P.S. I’ve seen stuff about ‘eRuby’ - which I assume is ‘embedded Ruby’,
but I can’t seem to find it again… :frowning:

I think eRuby has something to do with embedding Ruby in HTML… not what
you think.

Phil

···

Steve Merrick Steve.Merrick@anti-spam.Marconi.com wrote:


(Lothar Scholz) #5

Try to use eiffel. Small footprint, easy to program and learn and very
good for writing reliable programs.

···

On Mon, 24 Jun 2002 15:08:36 GMT, Ned Konz ned@bike-nomad.com wrote:

On Monday 24 June 2002 05:51 am, Steve Merrick wrote:

I start a new job shortly, and I have to maintain an 8051-based
assembly-language program. I have already been told that one of my
first tasks will be to consider migrating it to a new language, to
ease the difficulty of finding people to maintain it. Being
8051-based, resources are at a premium. It occurs to me that
embedding Ruby is one possible option. Is there any information
available on how to do this? Does one just build the source code
(in C), and bundle a Ruby script in with it? Any hints gratefully
accepted.

Ruby is a heavy user of RAM. It’s unlikely that it would be a good
choice for your system.

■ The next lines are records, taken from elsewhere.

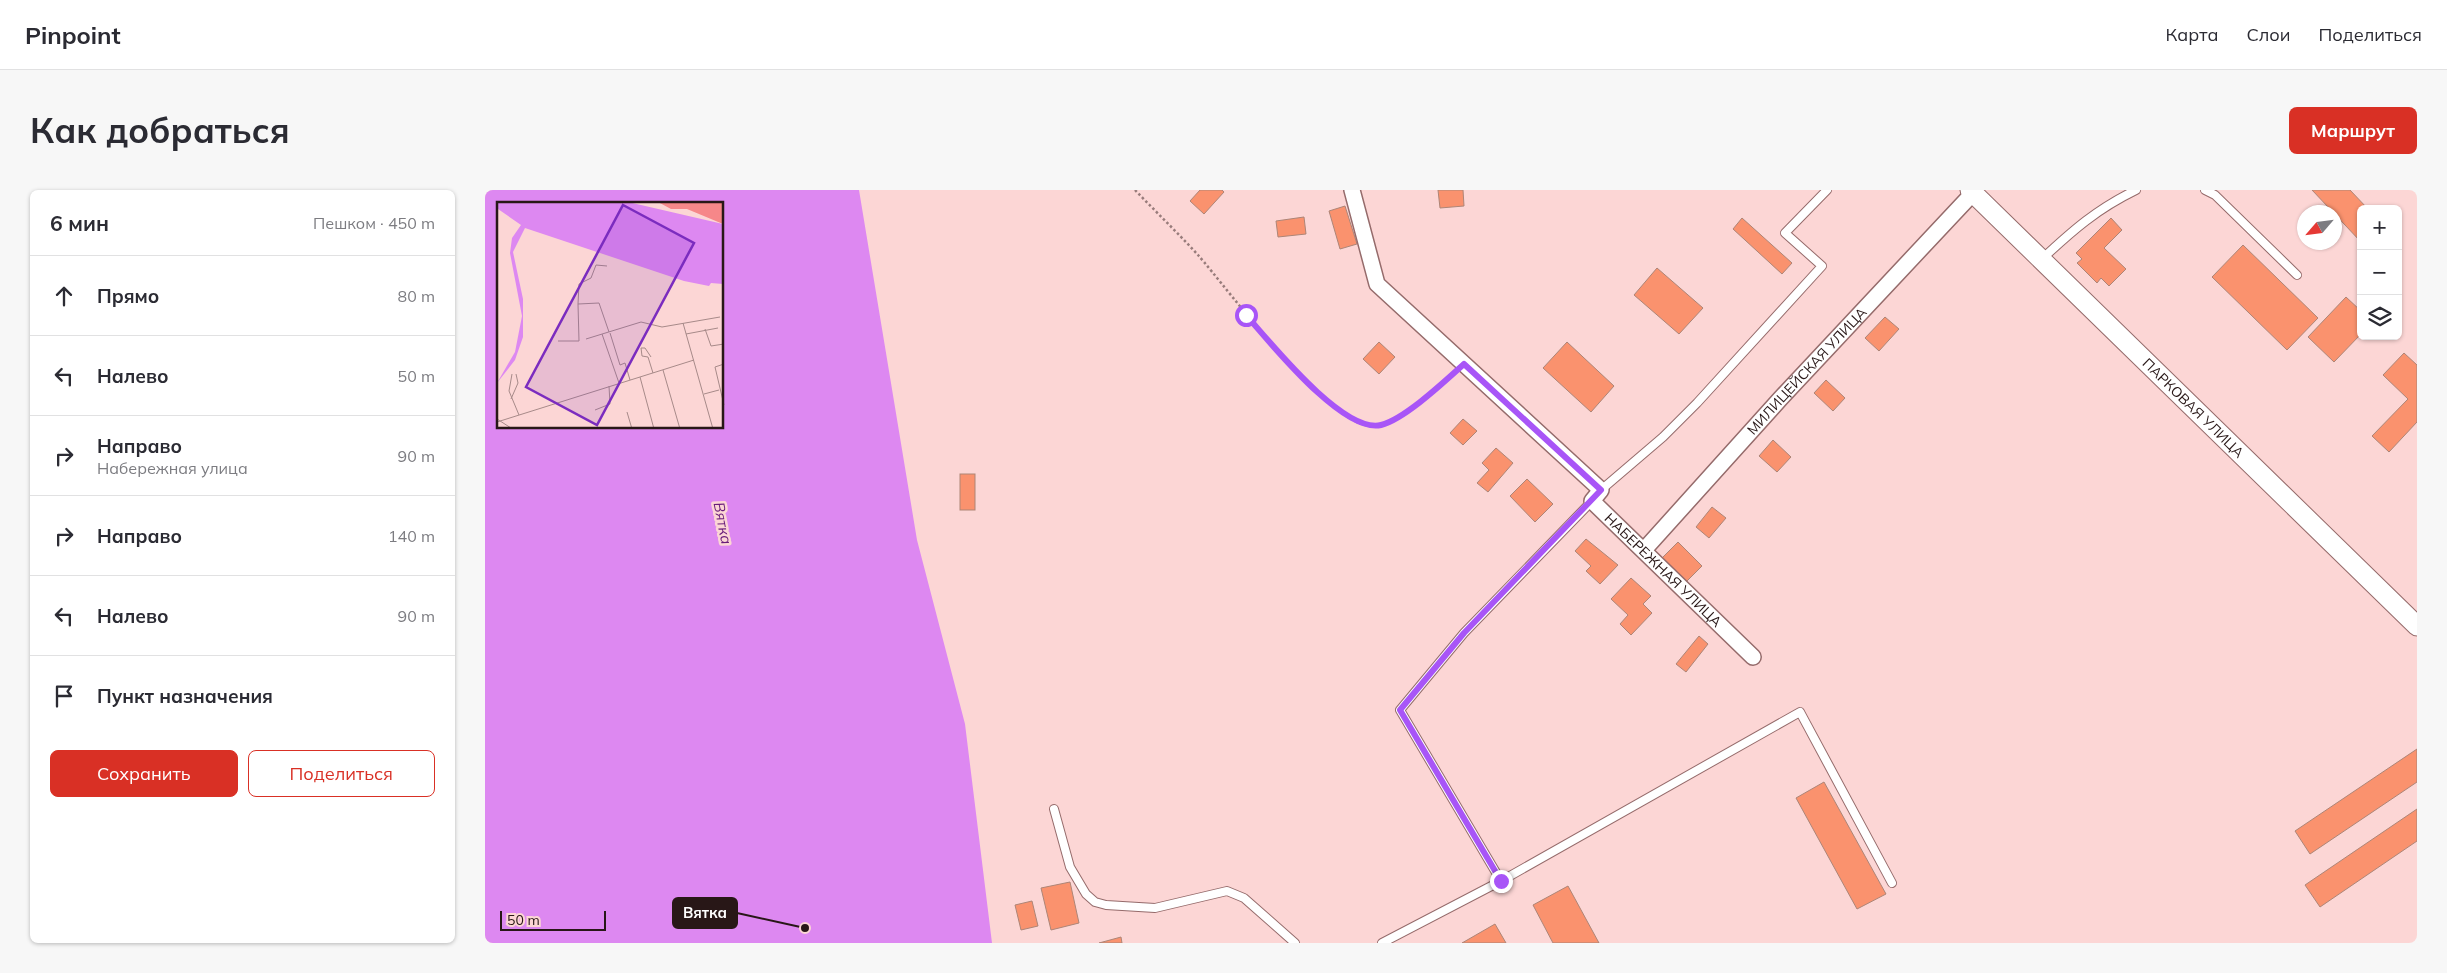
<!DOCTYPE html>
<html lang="ru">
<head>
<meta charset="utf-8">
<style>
  :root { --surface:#fff; --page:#f7f7f7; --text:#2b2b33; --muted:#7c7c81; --line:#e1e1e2; --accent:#d93025 }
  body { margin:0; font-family:Mulish,sans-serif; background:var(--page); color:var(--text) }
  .controls { position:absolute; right:15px; top:15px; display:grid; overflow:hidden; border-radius:8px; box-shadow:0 1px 4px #0004 }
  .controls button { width:45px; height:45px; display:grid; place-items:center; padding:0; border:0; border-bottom:1px solid var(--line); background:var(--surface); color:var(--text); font:25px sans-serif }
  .compass { position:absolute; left:1812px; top:15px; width:45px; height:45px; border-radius:50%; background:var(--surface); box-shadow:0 1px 4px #0004; rotate:242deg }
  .scale { position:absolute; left:15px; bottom:12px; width:106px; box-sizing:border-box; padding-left:5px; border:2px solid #281717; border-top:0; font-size:14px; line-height:18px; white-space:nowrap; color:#281717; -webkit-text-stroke:4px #fcd6d5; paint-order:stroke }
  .stop { position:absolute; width:15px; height:15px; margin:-11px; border:4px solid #a855f7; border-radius:50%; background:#fff }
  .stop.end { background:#a855f7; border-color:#fff; box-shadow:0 1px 5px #0008 }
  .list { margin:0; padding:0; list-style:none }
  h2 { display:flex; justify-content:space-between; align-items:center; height:65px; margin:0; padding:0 20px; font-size:21px }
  h2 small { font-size:16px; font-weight:400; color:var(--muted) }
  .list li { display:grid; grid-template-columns:32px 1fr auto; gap:15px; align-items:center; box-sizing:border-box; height:80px; padding:0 20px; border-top:1px solid var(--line) }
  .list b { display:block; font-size:19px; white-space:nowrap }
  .list p { margin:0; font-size:16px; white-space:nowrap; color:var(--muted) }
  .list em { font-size:16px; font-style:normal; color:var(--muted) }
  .actions { display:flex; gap:10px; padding:15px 20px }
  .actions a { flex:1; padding:11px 0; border:1px solid var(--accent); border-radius:8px; text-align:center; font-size:18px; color:var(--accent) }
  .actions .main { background:var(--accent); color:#fff }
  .icon { flex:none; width:28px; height:28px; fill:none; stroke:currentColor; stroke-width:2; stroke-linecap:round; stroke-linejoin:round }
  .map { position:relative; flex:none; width:1932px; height:753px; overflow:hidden; border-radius:8px }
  header { display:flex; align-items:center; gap:30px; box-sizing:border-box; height:70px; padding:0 25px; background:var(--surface); border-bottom:1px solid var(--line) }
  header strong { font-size:24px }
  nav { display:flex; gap:28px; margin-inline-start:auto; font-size:18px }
  .intro { display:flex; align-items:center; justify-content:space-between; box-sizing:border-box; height:120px; padding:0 30px }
  h1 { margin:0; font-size:35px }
  .button { padding:12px 22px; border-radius:8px; background:var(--accent); color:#fff; font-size:18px; font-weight:700 }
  main { display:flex; gap:30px; padding:0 30px }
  aside { flex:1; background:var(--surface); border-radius:8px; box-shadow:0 1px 4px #0004 }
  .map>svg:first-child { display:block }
  .water { fill:#dd88f1; fill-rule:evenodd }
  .building { fill:#fa926e; stroke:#ad8577 }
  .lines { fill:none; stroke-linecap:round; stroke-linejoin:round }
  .service-casing { stroke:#956b6b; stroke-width:10 }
  .minor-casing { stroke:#956b6b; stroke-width:18 }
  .tertiary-casing { stroke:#956b6b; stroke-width:21 }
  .path { stroke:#987c7b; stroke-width:2.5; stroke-dasharray:2.5 2.5; stroke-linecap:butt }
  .service { stroke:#fff; stroke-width:8 }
  .minor { stroke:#fff; stroke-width:15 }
  .tertiary { stroke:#fff; stroke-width:19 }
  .route { stroke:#a855f7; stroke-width:6 }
  .labels { text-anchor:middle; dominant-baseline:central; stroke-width:5; stroke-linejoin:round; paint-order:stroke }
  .street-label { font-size:14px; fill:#281717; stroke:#fcd6d5 }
  .water-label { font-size:15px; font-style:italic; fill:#691c7a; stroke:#fcd6d5 }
  .inset-road { fill:none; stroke:#a78a89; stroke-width:1 }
  .view { fill:#7b2cbf; fill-opacity:0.15; stroke:#7b2cbf; stroke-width:2.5 }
  .inset-edge { fill:none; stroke:#281717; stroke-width:2.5 }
  .leader { fill:none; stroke:#281717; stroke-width:2 }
  .callout-dot { fill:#281717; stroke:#fcd6d5; stroke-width:2 }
  .callout { fill:#281717; stroke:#281717; stroke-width:2 }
  .callout-label { font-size:15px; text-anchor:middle; font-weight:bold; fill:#fff }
</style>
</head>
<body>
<header>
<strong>Pinpoint</strong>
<nav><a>Карта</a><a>Слои</a><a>Поделиться</a></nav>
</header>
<div class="intro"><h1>Как добраться</h1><a class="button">Маршрут</a></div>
<main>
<aside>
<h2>6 мин<small>Пешком · 450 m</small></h2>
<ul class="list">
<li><svg class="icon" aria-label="ahead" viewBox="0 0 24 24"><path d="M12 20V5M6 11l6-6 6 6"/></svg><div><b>Прямо</b></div><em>80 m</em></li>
<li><svg class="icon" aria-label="left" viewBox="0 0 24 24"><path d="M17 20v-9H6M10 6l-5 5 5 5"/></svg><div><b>Налево</b></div><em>50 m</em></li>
<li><svg class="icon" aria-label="right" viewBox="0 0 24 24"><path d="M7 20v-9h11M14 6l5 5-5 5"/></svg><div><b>Направо</b><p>Набережная улица</p></div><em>90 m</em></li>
<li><svg class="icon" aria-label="right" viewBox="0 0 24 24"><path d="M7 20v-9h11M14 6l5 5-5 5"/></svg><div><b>Направо</b></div><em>140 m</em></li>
<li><svg class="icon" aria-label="left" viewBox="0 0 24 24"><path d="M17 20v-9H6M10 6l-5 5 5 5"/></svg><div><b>Налево</b></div><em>90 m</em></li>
<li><svg class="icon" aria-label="arrive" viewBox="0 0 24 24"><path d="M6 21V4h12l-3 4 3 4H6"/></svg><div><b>Пункт назначения</b></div></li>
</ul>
<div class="actions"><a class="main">Сохранить</a><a>Поделиться</a></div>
</aside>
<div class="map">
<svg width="1932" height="753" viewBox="0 0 1932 753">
  <rect width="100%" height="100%" fill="#fcd6d5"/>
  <!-- water -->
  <path class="water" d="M0 0H374L432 350 480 534 507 753H0ZM14 14H238V238H14Z"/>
  <!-- building -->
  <g class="building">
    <path d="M715 0H737L739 2 719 24 705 11Z"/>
    <path d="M953 0H978L979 16 955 18Z"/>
    <path d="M1827 0H1865L1883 19H1876V52Z"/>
    <path d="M860 16 872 54 855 59 844 21Z"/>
    <path d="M819 27 821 44 793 47 791 31Z"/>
    <path d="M1257 28 1307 73 1297 84 1248 39Z"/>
    <path d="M1626 28 1637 40 1619 58 1641 79 1624 96 1616 88 1612 93 1592 73 1597 69 1591 63Z"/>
    <path d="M1758 55 1833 128 1802 160 1727 87Z"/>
    <path d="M1172 78 1218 118 1194 144 1149 105Z"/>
    <path d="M1861 107 1876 121V144L1849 172 1823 147Z"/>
    <path d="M1400 127 1414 139 1394 161 1380 148Z"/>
    <path d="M894 152 910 167 894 184 878 169Z"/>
    <path d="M1082 152 1129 196 1106 222 1058 178Z"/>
    <path d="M1919 163 1932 175V232L1904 262 1887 246 1923 209 1898 185Z"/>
    <path d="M1341 190 1360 208 1348 221 1329 203Z"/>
    <path d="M978 229 992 241 978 255 965 243Z"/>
    <path d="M1288 250 1306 267 1292 282 1274 266Z"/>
    <path d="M1011 258 1028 273 1003 302 992 293 1004 280 997 273Z"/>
    <rect x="475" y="284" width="15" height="36"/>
    <path d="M1042 289 1068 314 1050 332 1025 306Z"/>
    <path d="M1227 317 1241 328 1224 348 1211 337Z"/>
    <path d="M1101 349 1133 375 1115 394 1101 381 1106 376 1090 361Z"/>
    <path d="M1193 352 1217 376 1201 392 1177 368Z"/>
    <path d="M1146 388 1166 406 1158 414 1167 423 1146 445 1135 434 1143 425 1126 409Z"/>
    <path d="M1214 446 1223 454 1201 482 1191 474Z"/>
    <path d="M1932 559V592L1825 664 1810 641Z"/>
    <path d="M1339 592 1401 704 1372 719 1311 608Z"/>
    <path d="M1932 619V651L1835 717 1820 695Z"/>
    <path d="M585 692 594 733 566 740 556 698Z"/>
    <path d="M1083 696 1114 753H1068L1048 715Z"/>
    <path d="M547 711 553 736 536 740 530 715Z"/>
    <path d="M1010 734 1021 753H977Z"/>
    <path d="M636 747 637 753H614Z"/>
  </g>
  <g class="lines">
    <!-- service casing -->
    <g class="service-casing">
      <g id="service">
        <path d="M1720 0 1730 5 1812 85"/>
        <path d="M1557 69C1588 40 1612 19 1651 0"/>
        <path d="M1116 300 1178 247 1212 213 1337 76 1300 43 1342 0"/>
        <path d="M569 619 585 677 601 704 610 712 621 715 670 718 742 701 759 708 810 753"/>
        <path d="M1016 691 1315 522 1407 693"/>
        <path d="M897 753 1016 691 915 520 979 443 1107 311"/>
      </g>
    </g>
    <!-- minor casing -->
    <g class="minor-casing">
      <g id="minor">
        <path id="s1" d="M867 0 892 94 1116 300 1107 311 1268 467"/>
        <path id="s2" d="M1159 360 1295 209 1488 3"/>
      </g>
    </g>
    <!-- tertiary casing -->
    <g class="tertiary-casing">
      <g id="tertiary">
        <path id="s3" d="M1485 0 1932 436"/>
      </g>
    </g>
    <!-- path -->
    <path class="path" d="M650 0C671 22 693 43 713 65 743 99 844 237 887 236 912 236 950 199 969 183"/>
    <!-- service -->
    <use href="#service" class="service"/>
    <!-- minor -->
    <use href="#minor" class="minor"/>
    <!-- tertiary -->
    <use href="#tertiary" class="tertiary"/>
  </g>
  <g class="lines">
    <!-- route -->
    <path class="route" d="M761 125C785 152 858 244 896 235 920 229 960 191 979 174L1116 300 979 443 915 520 1016 691"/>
  </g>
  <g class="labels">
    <!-- street labels -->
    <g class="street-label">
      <text stroke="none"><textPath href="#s2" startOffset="242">МИЛИЦЕЙСКАЯ УЛИЦА</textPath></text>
      <text stroke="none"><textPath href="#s3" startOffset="312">ПАРКОВАЯ УЛИЦА</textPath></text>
      <text stroke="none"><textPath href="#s1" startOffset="515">НАБЕРЕЖНАЯ УЛИЦА</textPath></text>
    </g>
    <!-- water labels -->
    <g class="water-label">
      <text transform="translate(238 333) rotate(79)">Вятка</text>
    </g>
  </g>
  <!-- overview -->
  <g transform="translate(12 12)">
    <rect width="226" height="226" fill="#fcd6d5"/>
    <path d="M161 0H226V22L190 7H174Z" fill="#f68789"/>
    <path d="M0 0H131L226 22V82L214 81 212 84 187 79 28 26 16 50 26 97V135L18 158 0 181 18 150 25 114 13 51 15 36 24 23 1 7Z" fill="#dd88f1"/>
    <path class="inset-road" d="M110 64 99 63 94 76 82 82 81 102 102 101 112 130M186 121 216 227M208 127 214 144 227 142M113 131 123 163 128 161 133 178M105 132 122 181M189 132 221 126M89 137 144 120 165 125 223 115M61 139H82L81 102M151 155 145 154 144 146H148L154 155M151 155 156 171M227 162 218 165 227 203M166 168 183 227M15 172 12 189 22 213M143 175 157 227M207 192 222 188M14 197 21 181 19 172M98 208 113 202 112 184M130 210 135 227M0 217 14 226M0 220 197 158"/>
    <path class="view" d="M126 3 197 41 100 223 29 185Z"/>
    <rect width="226" height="226" class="inset-edge"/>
  </g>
  <!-- callouts -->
  <path class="leader" d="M320 738L252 723"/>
  <circle class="callout-dot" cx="320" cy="738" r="5"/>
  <rect class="callout" x="188" y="708" width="64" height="30" rx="5"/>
  <g class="callout-label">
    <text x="220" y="728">Вятка</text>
  </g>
</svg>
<div class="controls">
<button>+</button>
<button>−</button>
<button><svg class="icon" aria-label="layers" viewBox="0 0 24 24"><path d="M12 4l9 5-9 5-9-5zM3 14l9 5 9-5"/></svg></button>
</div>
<svg class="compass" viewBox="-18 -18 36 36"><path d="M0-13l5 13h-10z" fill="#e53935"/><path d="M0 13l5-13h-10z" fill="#7c7c81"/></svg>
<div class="scale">50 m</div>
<div class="stop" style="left:761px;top:125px"></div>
<div class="stop end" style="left:1016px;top:691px"></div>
</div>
</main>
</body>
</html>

It’s also not small itself:

$ size -t /usr/local/lib/libruby.so.1.6 /lib/i686/libc.so.6
/lib/i686/libm.so.6
text data bss dec hex filename
592269 7572 56788 656629 a04f5 /usr/local/lib/libruby.so.1.6
1226837 19296 16832 1262965 134575 /lib/i686/libc.so.6
133386 452 84 133922 20b22 /lib/i686/libm.so.6
1952492 27320 73704 2053516 1f558c (TOTALS)

Though I hate to say it, your best bet is probably to use C. There is
the SDCC compiler (http://sdcc.sourceforge.net/) which is free and
targets the 8051, and there are commercial compilers as well.